- **Data to examine**
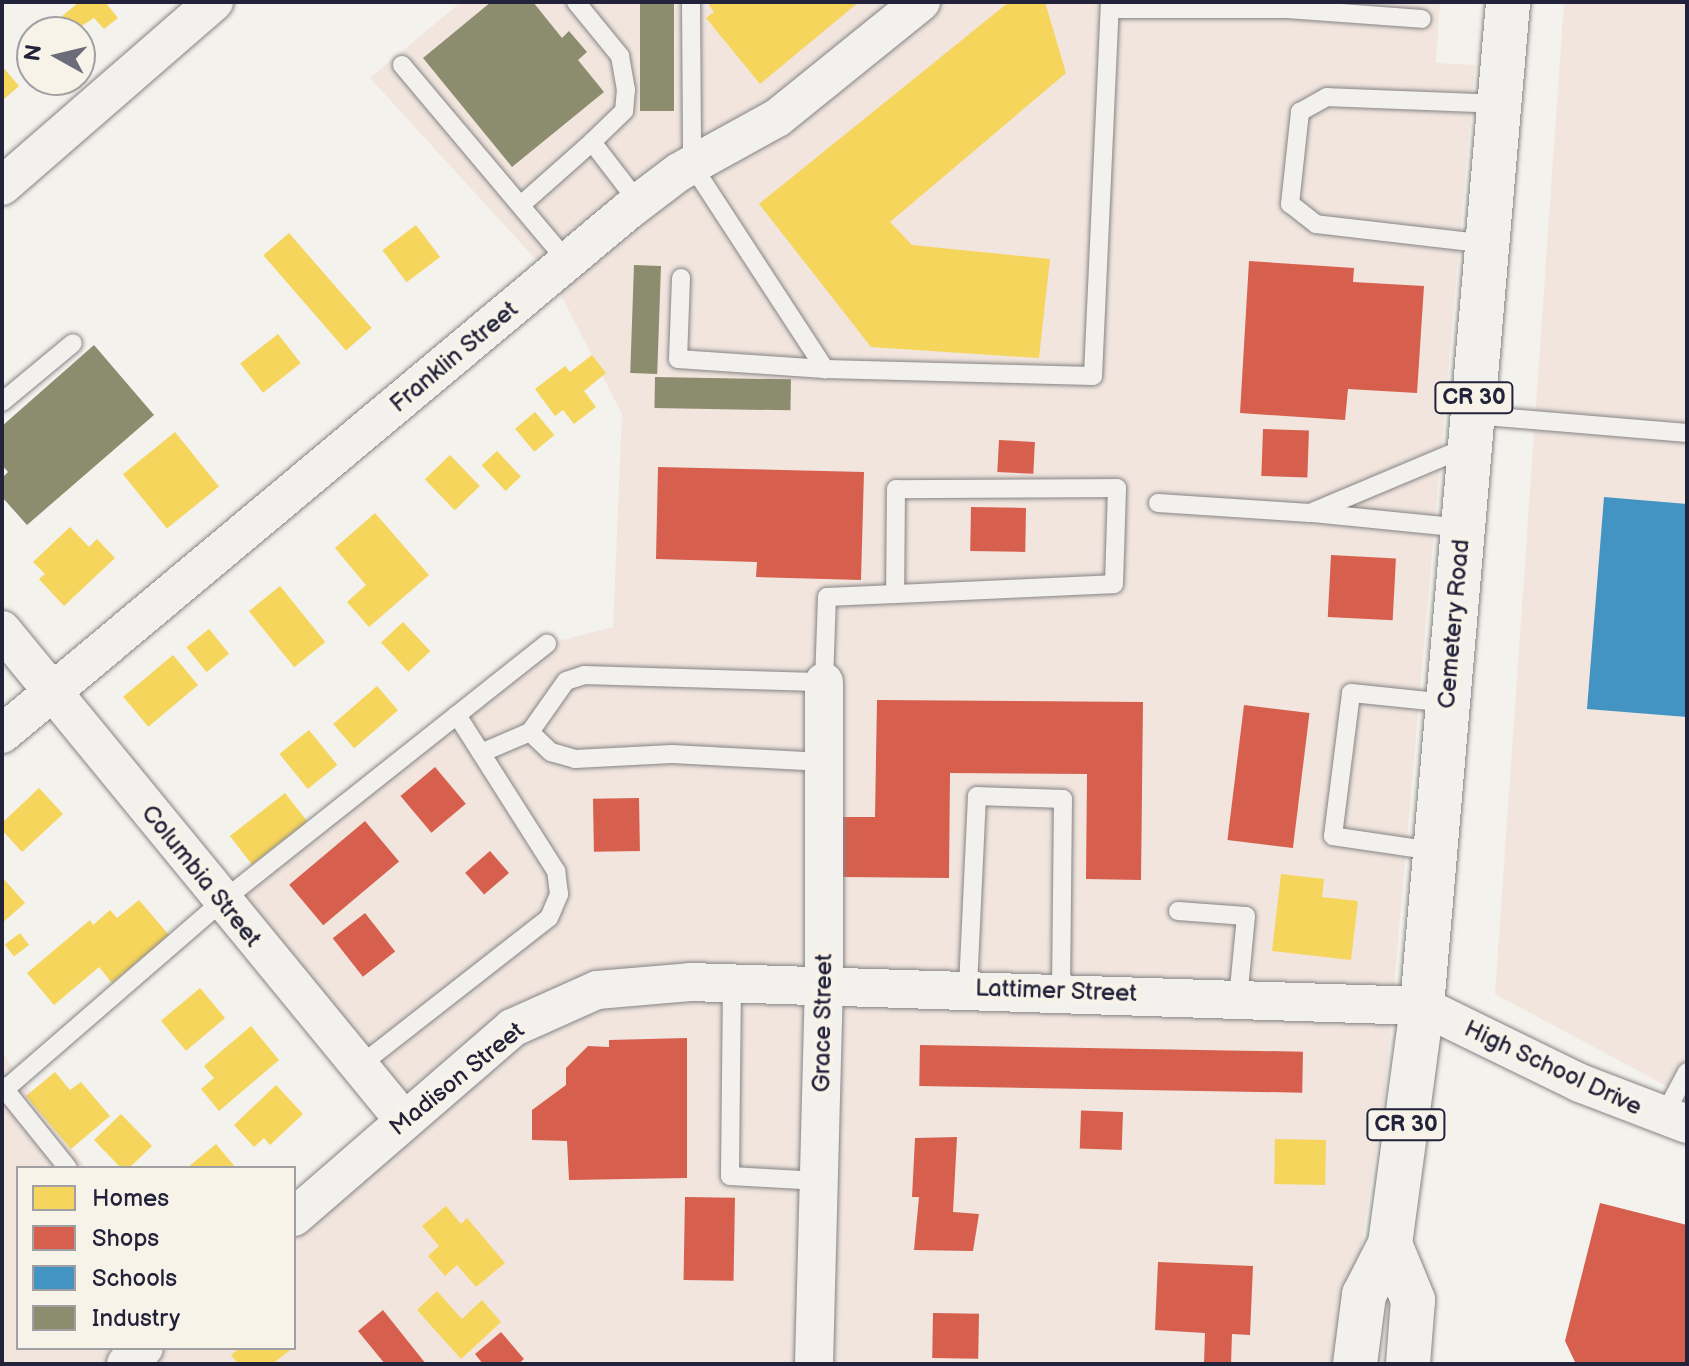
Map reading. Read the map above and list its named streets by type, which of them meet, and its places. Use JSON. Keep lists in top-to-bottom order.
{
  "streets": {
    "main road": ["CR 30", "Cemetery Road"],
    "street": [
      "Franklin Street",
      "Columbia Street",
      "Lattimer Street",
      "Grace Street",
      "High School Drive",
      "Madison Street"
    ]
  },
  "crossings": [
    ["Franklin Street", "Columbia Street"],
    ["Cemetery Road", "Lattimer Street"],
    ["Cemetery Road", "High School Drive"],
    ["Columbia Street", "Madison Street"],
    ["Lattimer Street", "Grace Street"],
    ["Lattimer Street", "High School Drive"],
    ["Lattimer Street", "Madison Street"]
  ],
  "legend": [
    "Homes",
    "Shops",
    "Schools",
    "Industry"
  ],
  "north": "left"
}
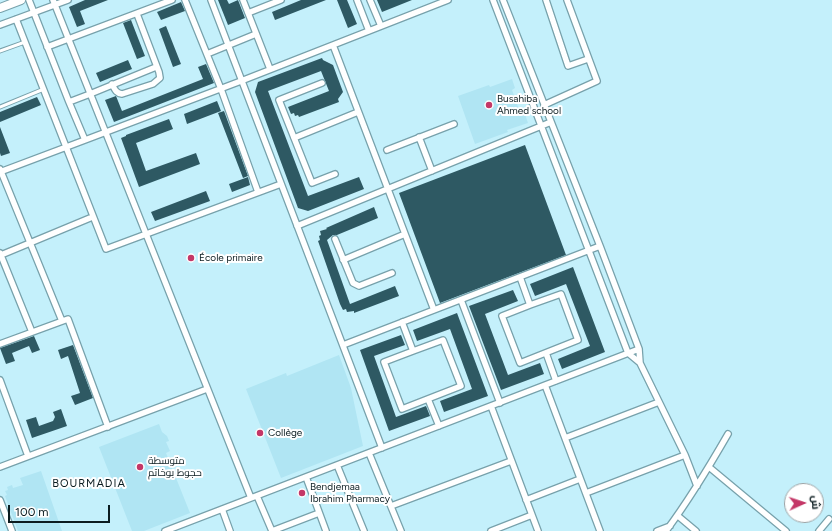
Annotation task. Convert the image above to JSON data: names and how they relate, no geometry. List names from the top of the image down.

- **Exercise goal**
Print all of the entries word for word. Skip any images they contain.

- **Solved problem**
Map reading. Read the map above and list its named streets by type, which of them meet, and its places. Use JSON. Keep lists in top-to-bottom order.
{
  "streets": {
    "main road": ["CR 30", "Cemetery Road"],
    "street": [
      "Franklin Street",
      "Columbia Street",
      "Lattimer Street",
      "Grace Street",
      "High School Drive",
      "Madison Street"
    ]
  },
  "crossings": [
    ["Franklin Street", "Columbia Street"],
    ["Cemetery Road", "Lattimer Street"],
    ["Cemetery Road", "High School Drive"],
    ["Columbia Street", "Madison Street"],
    ["Lattimer Street", "Grace Street"],
    ["Lattimer Street", "High School Drive"],
    ["Lattimer Street", "Madison Street"]
  ],
  "legend": [
    "Homes",
    "Shops",
    "Schools",
    "Industry"
  ],
  "north": "left"
}
Annotation task. Convert the image above to JSON data: names and how they relate, no geometry. List names from the top of the image down.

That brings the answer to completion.